┌──

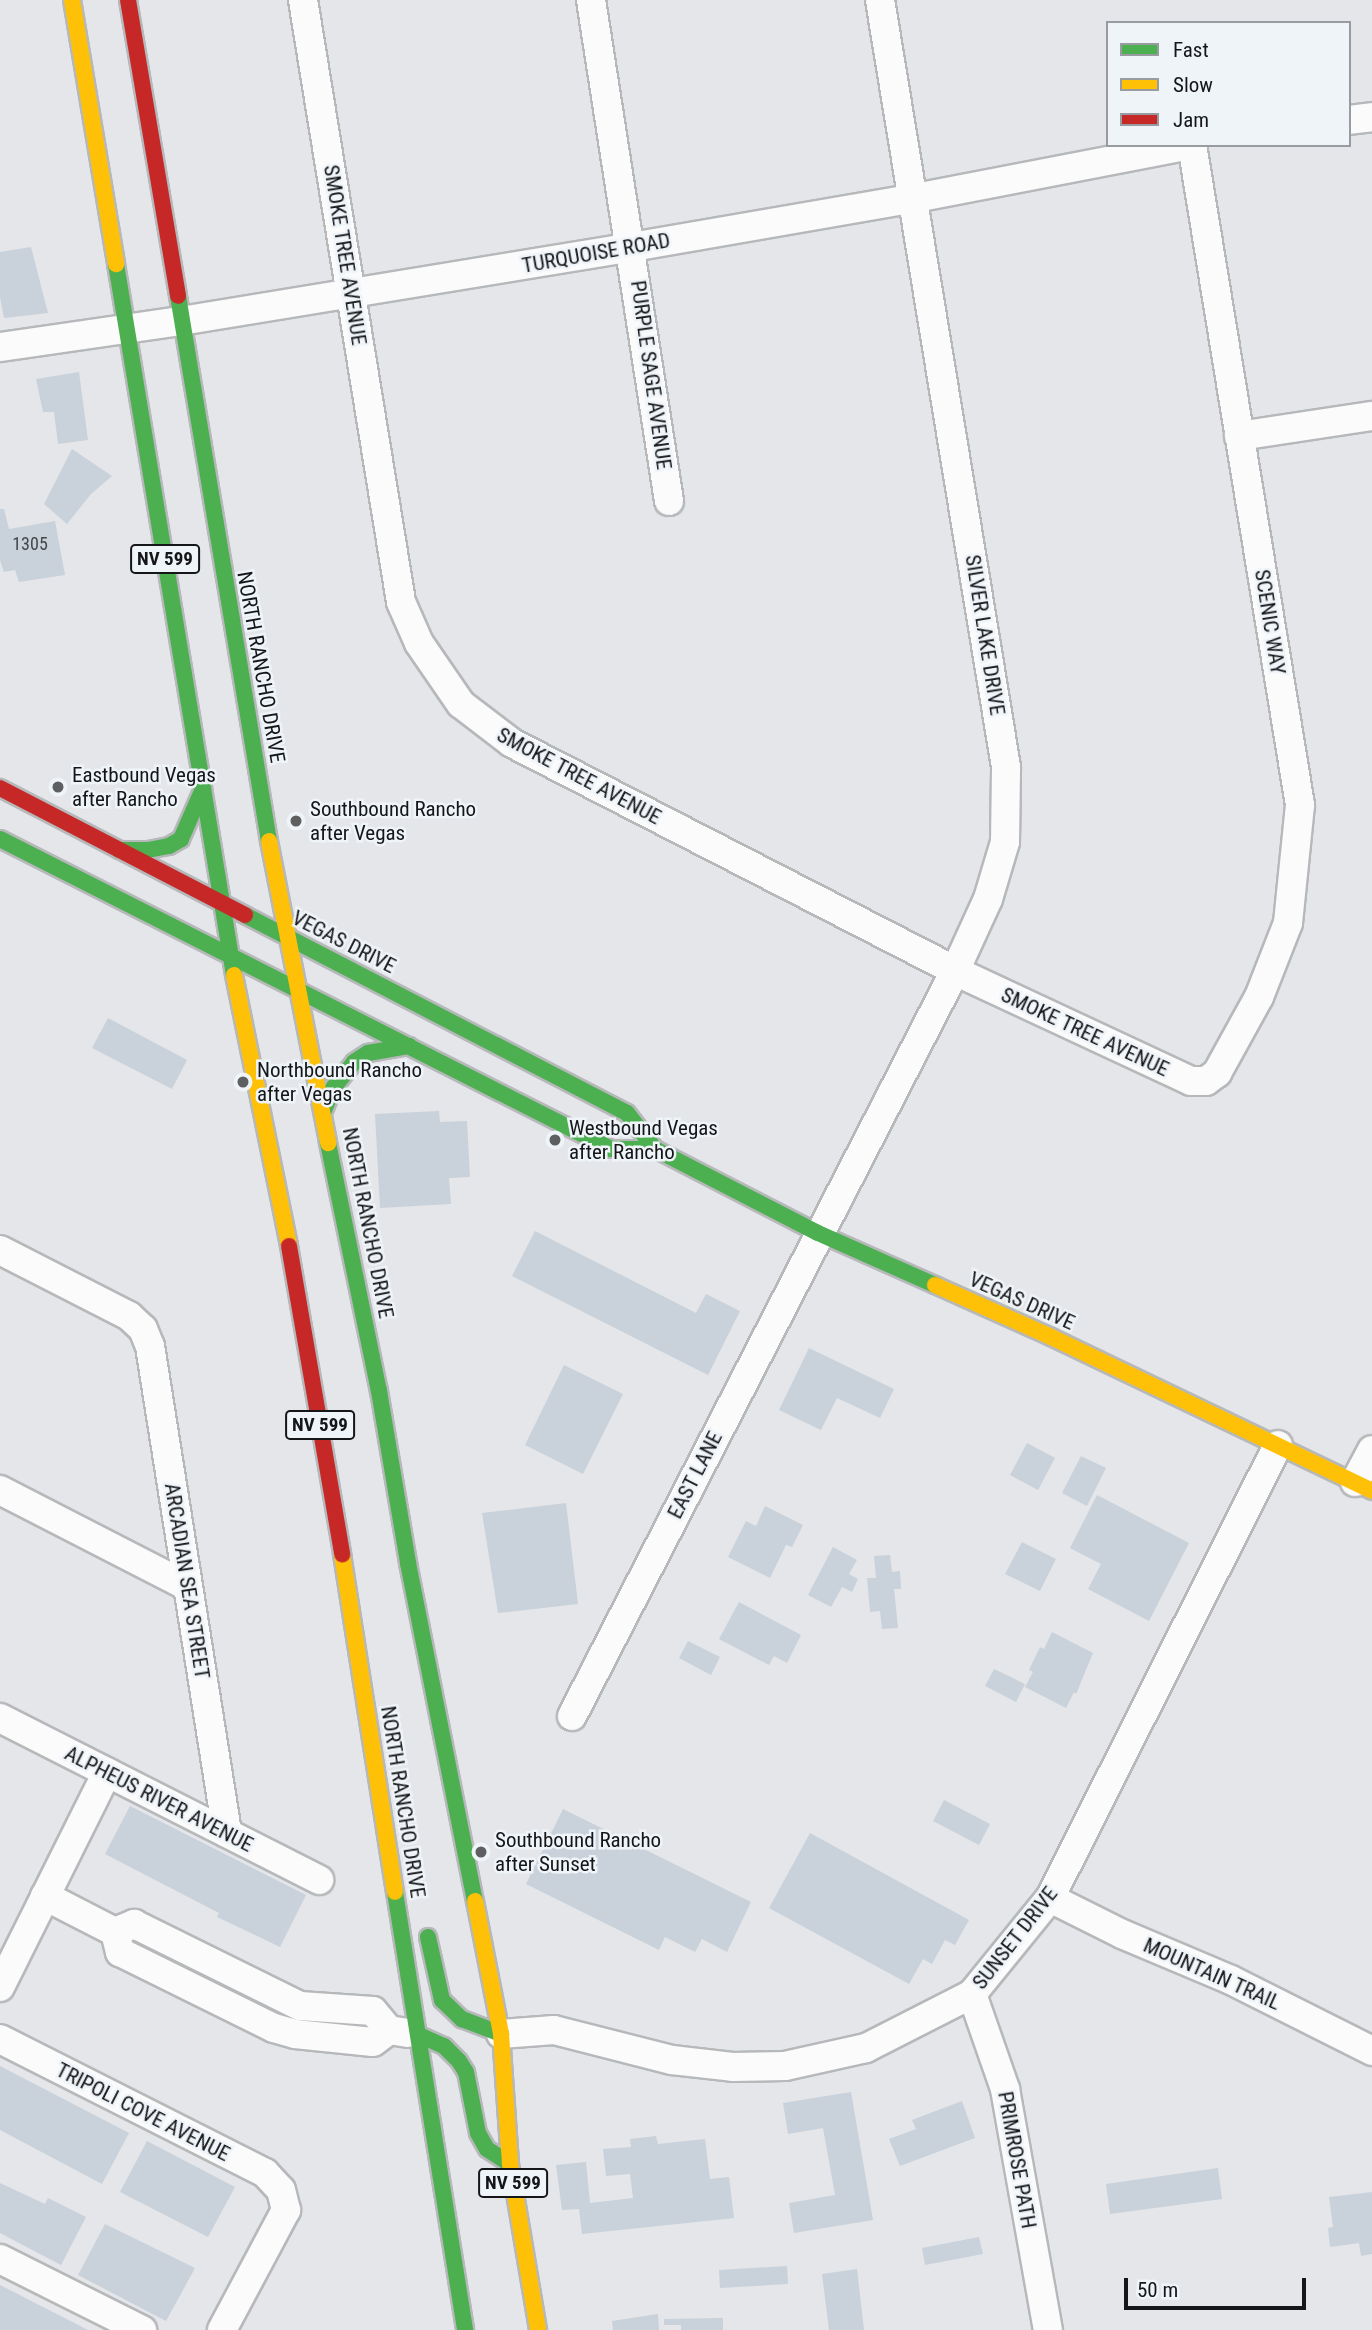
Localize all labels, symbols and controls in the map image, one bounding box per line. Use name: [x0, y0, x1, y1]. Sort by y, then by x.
legend: [1106, 21, 1351, 147]
text: Fast: [1173, 38, 1209, 62]
text: Slow: [1173, 73, 1213, 97]
text: Jam: [1173, 108, 1209, 132]
street label: SMOKE TREE AVENUE: [318, 163, 372, 347]
street label: TURQUOISE ROAD: [520, 228, 672, 278]
street label: PURPLE SAGE AVENUE: [625, 279, 677, 471]
house number: 1305: [12, 533, 48, 555]
road number: NV 599: [130, 544, 200, 574]
street label: SILVER LAKE DRIVE: [960, 553, 1010, 717]
street label: SCENIC WAY: [1249, 568, 1291, 676]
street label: NORTH RANCHO DRIVE: [232, 569, 290, 765]
street label: SMOKE TREE AVENUE: [493, 722, 665, 830]
place label: Eastbound Vegas after Rancho: [72, 762, 216, 812]
marker: Eastbound Vegas after Rancho: [50, 779, 66, 795]
place label: Southbound Rancho after Vegas: [310, 796, 476, 846]
marker: Southbound Rancho after Vegas: [288, 813, 304, 829]
street label: VEGAS DRIVE: [288, 905, 400, 979]
street label: SMOKE TREE AVENUE: [997, 982, 1173, 1082]
place label: Northbound Rancho after Vegas: [257, 1057, 422, 1107]
marker: Northbound Rancho after Vegas: [235, 1074, 251, 1090]
place label: Westbound Vegas after Rancho: [569, 1115, 718, 1165]
street label: NORTH RANCHO DRIVE: [337, 1125, 399, 1321]
marker: Westbound Vegas after Rancho: [547, 1132, 563, 1148]
street label: VEGAS DRIVE: [965, 1267, 1079, 1335]
road number: NV 599: [285, 1410, 355, 1441]
street label: EAST LANE: [662, 1427, 728, 1523]
street label: ARCADIAN SEA STREET: [159, 1481, 215, 1681]
street label: NORTH RANCHO DRIVE: [375, 1704, 431, 1900]
street label: ALPHEUS RIVER AVENUE: [61, 1741, 257, 1857]
place label: Southbound Rancho after Sunset: [495, 1827, 661, 1877]
marker: Southbound Rancho after Sunset: [473, 1844, 489, 1860]
street label: SUNSET DRIVE: [967, 1882, 1063, 1994]
street label: MOUNTAIN TRAIL: [1139, 1932, 1285, 2016]
street label: TRIPOLI COVE AVENUE: [52, 2057, 234, 2167]
street label: PRIMROSE PATH: [993, 2089, 1041, 2231]
road number: NV 599: [478, 2168, 548, 2198]
scale bar: [1127, 2264, 1309, 2308]
text: 50 m: [1137, 2278, 1178, 2302]

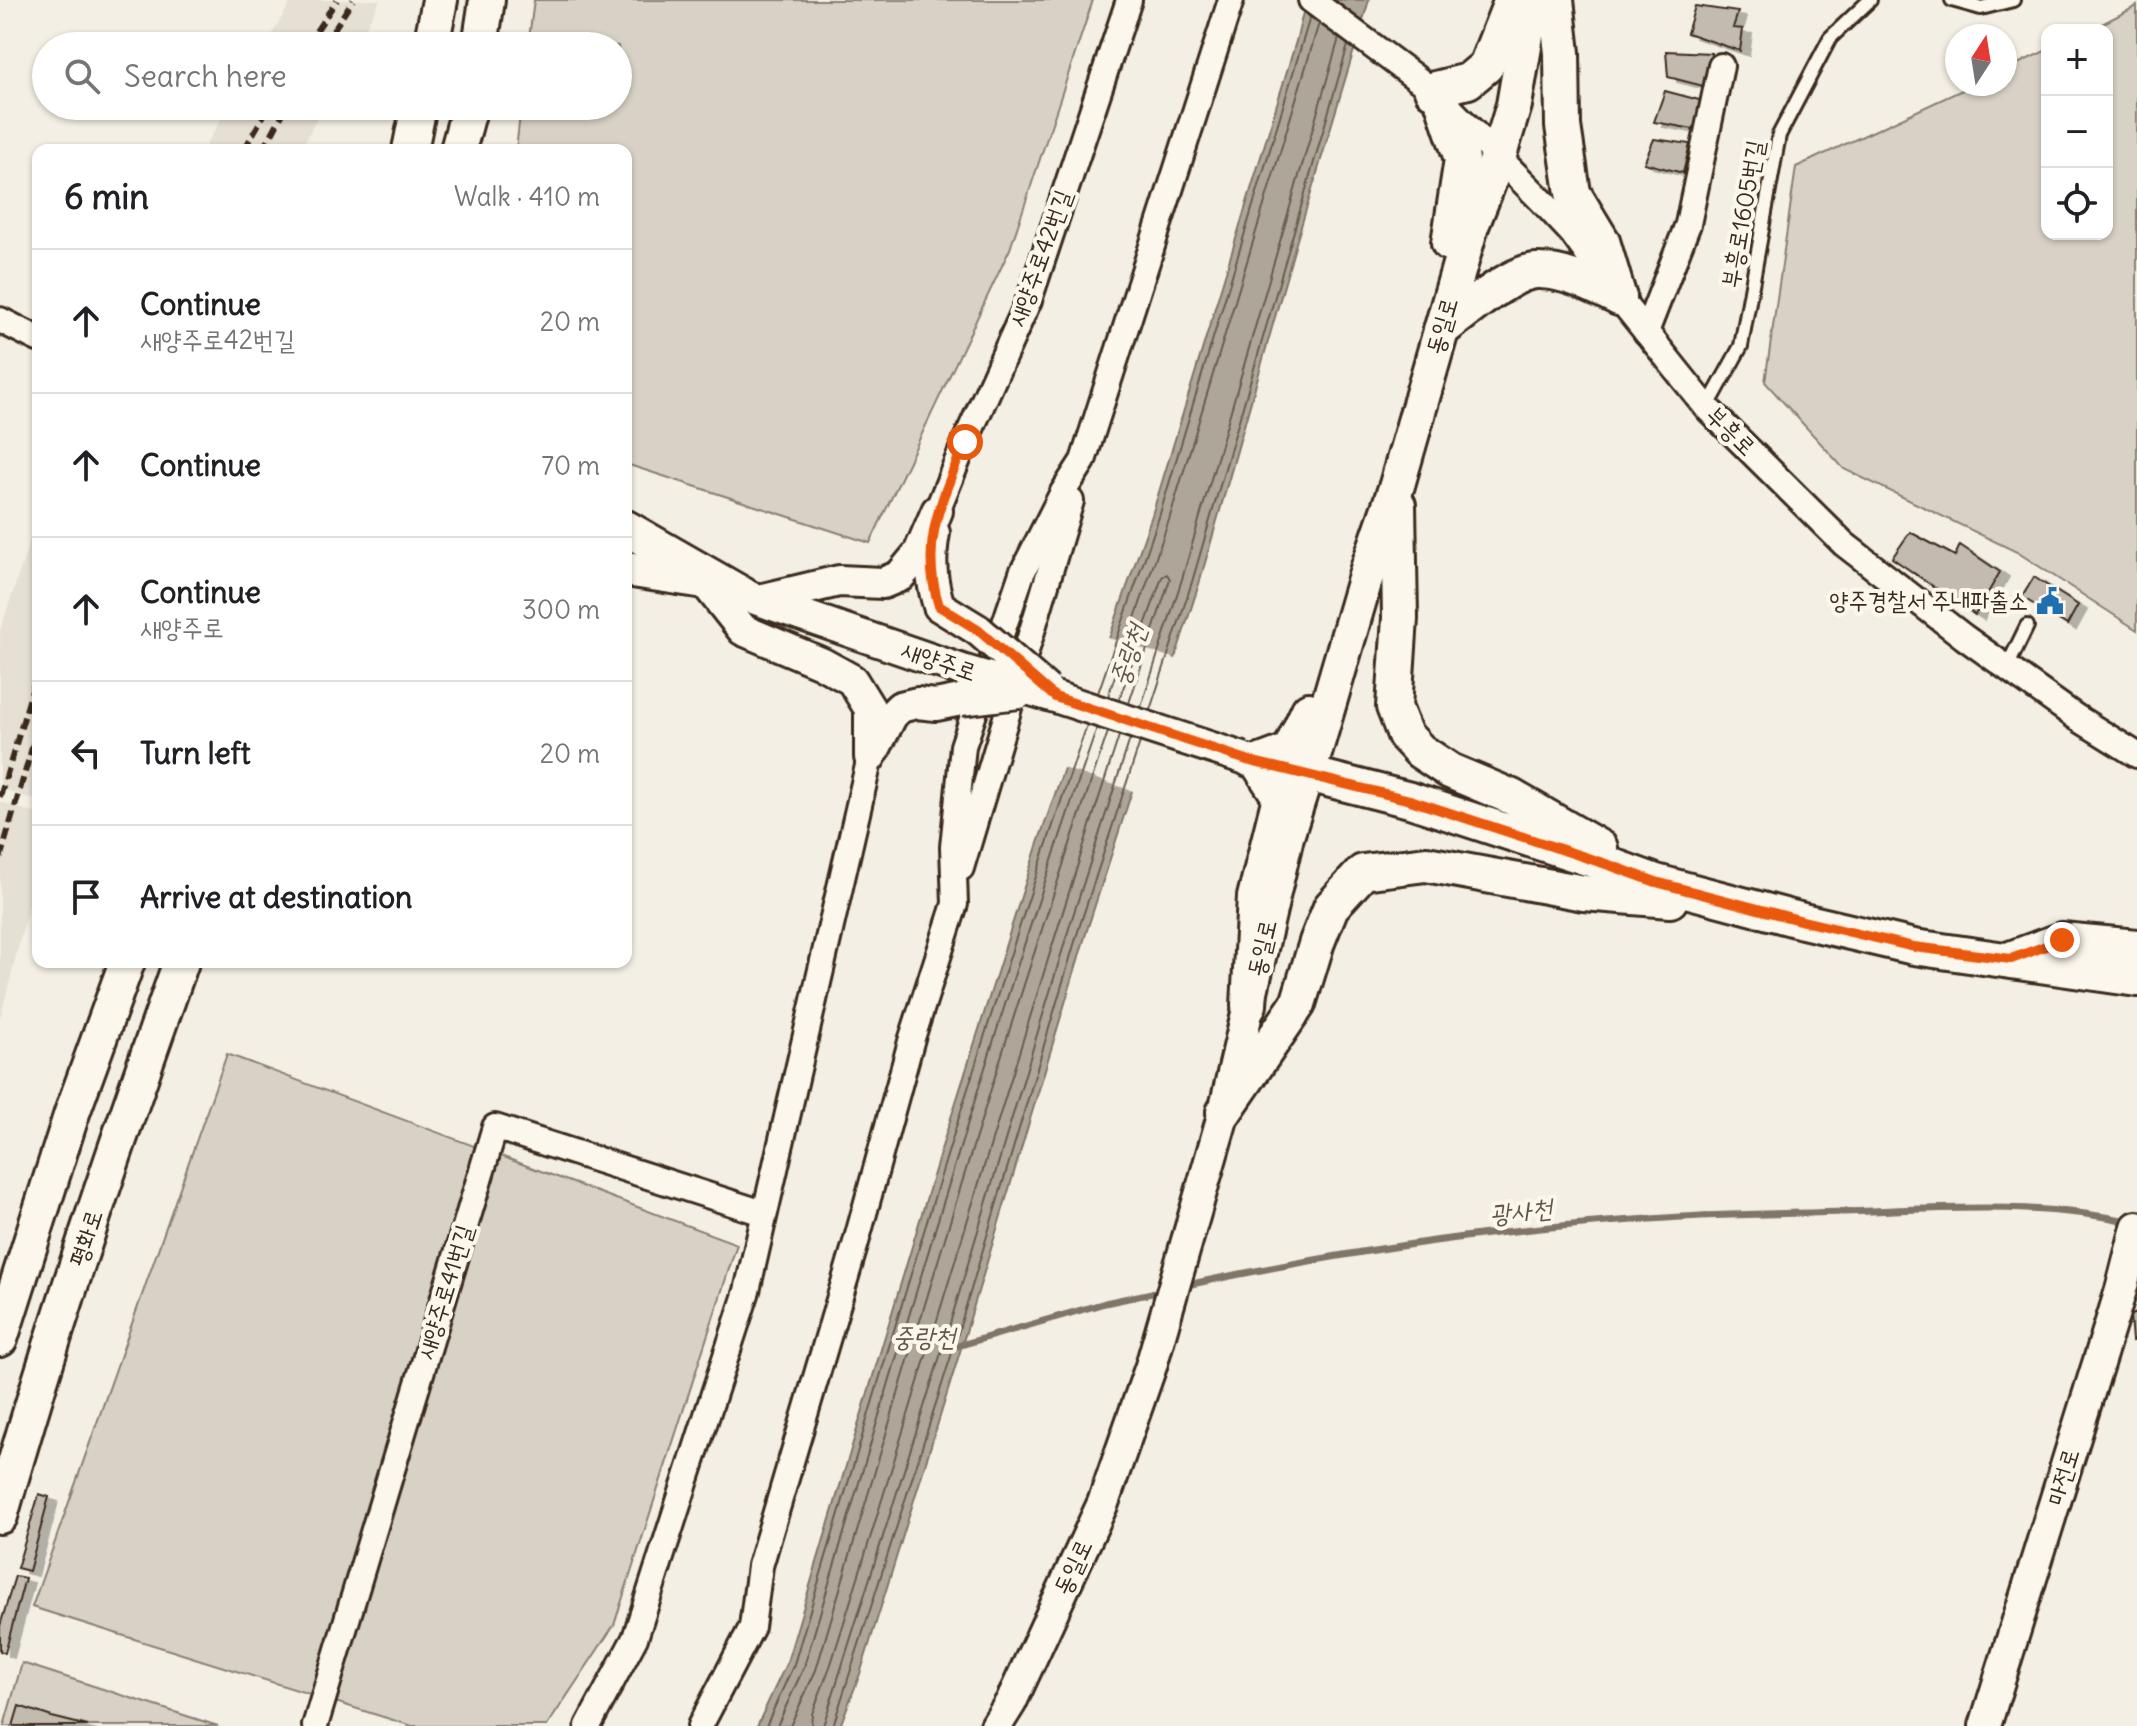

└──

Find all the lines with "SMOKE" in the data and copy them.

street label: SMOKE TREE AVENUE: [318, 163, 372, 347]
street label: SMOKE TREE AVENUE: [493, 722, 665, 830]
street label: SMOKE TREE AVENUE: [997, 982, 1173, 1082]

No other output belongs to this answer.